Collected data entries:
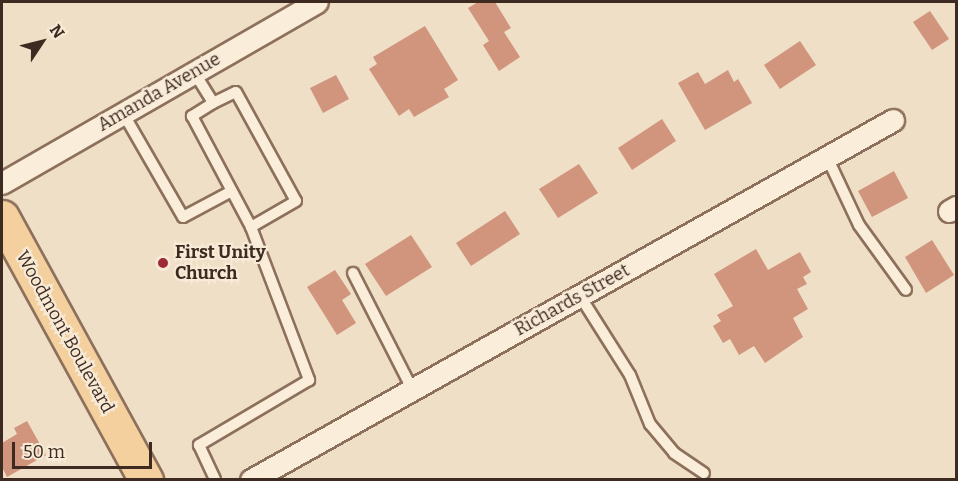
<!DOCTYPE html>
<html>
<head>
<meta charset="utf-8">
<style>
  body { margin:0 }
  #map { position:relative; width:958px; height:481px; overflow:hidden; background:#f0dfc7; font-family:Bitter,serif }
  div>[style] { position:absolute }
  .building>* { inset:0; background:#d0957c }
  .roads { filter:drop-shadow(2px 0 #8d705b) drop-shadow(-2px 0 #8d705b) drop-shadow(0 2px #8d705b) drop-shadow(0 -2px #8d705b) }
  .service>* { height:10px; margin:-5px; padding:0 5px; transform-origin:5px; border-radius:5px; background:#faeedb }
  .minor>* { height:21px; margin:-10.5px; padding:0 10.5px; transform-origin:10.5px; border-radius:10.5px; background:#faeedb }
  .primary>* { height:33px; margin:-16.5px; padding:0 16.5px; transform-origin:16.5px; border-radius:16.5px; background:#f4d09f }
  .dots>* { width:16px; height:16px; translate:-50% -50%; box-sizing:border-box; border:3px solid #f7ead7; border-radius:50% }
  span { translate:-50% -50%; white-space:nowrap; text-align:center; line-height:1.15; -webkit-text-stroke:4.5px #f7ead7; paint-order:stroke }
  .street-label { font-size:18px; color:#3d2a20 }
  .poi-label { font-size:18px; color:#3d2a20; font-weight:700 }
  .left { translate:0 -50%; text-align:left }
  .frame { position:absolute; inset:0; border:3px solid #3d2a20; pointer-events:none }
  .north { position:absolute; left:12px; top:12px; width:60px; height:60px; -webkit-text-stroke:4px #f7ead7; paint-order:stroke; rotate:55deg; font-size:16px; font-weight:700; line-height:24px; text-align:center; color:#3d2a20 }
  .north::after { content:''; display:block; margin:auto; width:21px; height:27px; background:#3d2a20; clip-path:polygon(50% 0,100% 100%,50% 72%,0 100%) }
  .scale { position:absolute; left:12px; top:442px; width:140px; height:27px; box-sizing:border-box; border:3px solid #3d2a20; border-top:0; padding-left:8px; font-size:18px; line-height:21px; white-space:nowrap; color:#3d2a20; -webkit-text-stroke:4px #f7ead7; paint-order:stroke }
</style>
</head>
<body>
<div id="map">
  <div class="building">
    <i style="clip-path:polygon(478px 2px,495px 2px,511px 28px,504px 32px,520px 57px,499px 71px,483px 45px,489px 41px,468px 8px)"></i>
    <i style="clip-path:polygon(930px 11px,949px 39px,932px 50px,913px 22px)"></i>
    <i style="clip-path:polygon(425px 26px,458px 80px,444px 89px,449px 97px,414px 117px,409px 109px,399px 116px,369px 69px,377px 64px,373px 57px)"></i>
    <i style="clip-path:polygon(800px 41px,816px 65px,780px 89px,764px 65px)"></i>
    <i style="clip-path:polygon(728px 70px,734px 82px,738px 79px,752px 103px,705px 130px,678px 83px,698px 72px,705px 84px)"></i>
    <i style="clip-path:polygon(336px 75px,349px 99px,323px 113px,310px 88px)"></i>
    <i style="clip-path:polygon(662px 119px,676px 141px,632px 170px,618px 148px)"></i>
    <i style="clip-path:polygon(579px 164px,598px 193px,558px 218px,539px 189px)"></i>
    <i style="clip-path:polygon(894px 171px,908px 198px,872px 217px,858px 191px)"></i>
    <i style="clip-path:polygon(505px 211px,520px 234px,471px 266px,456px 243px)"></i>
    <i style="clip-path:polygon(411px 235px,432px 267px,386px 296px,365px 264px)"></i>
    <i style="clip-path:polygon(932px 240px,954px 275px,926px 293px,905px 257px)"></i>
    <i style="clip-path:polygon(756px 249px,768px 270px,800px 252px,811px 272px,803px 277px,807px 284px,797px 289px,808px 309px,793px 318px,803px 337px,765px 363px,754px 346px,739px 355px,730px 339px,723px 343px,713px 326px,721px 321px,717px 315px,733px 306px,714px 274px)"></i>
    <i style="clip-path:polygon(335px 270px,351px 294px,342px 300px,356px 323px,337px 335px,307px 287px)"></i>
    <i style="clip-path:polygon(27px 421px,46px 455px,7px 477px,2px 467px,2px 443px,17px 434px,14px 428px)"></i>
  </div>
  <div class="roads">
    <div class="service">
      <i style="left:194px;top:72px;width:36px;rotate:58deg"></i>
      <i style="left:213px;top:103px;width:25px;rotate:148deg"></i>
      <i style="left:192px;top:116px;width:126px;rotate:62deg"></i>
      <i style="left:251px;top:227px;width:164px;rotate:69.2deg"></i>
      <i style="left:309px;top:380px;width:128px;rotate:149.4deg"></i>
      <i style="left:199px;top:445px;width:38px;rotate:65deg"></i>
      <i style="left:213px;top:103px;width:25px;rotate:-26deg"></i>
      <i style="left:236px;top:92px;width:124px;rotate:61.2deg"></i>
      <i style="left:296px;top:201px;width:52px;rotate:150deg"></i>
      <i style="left:123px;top:113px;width:120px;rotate:60deg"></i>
      <i style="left:183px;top:217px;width:55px;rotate:-28deg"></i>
      <i style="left:827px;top:157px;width:75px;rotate:64.8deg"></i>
      <i style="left:859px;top:225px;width:80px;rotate:54.1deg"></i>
      <i style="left:353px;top:273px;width:130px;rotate:63deg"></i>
      <i style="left:580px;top:296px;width:93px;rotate:57.7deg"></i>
      <i style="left:630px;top:375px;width:53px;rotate:67.8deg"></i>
      <i style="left:650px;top:424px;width:38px;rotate:50deg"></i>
      <i style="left:674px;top:453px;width:36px;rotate:34deg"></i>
    </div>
    <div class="minor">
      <i style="left:2px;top:183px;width:363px;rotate:-29.9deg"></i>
      <i style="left:949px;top:211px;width:8px;rotate:-30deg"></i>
      <i style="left:251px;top:480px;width:736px;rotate:-29.28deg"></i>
    </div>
    <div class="primary">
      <i style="left:2px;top:217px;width:300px;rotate:61.3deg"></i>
    </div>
  </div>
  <div class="dots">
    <i style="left:163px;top:263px;background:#9f2937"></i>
  </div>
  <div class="street-label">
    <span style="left:159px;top:92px;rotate:-30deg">Amanda Avenue</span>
    <span style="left:572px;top:300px;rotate:-29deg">Richards Street</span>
    <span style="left:65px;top:332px;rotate:61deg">Woodmont Boulevard</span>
  </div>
  <div class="poi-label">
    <span class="left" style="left:175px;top:263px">First Unity<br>Church</span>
  </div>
  <div class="frame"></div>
  <div class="north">N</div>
  <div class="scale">50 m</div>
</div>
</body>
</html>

Problem requirements:
Check every line of the entries above, and copy those that carry the string "service".

Task result:
  .service>* { height:10px; margin:-5px; padding:0 5px; transform-origin:5px; border-radius:5px; background:#faeedb }
    <div class="service">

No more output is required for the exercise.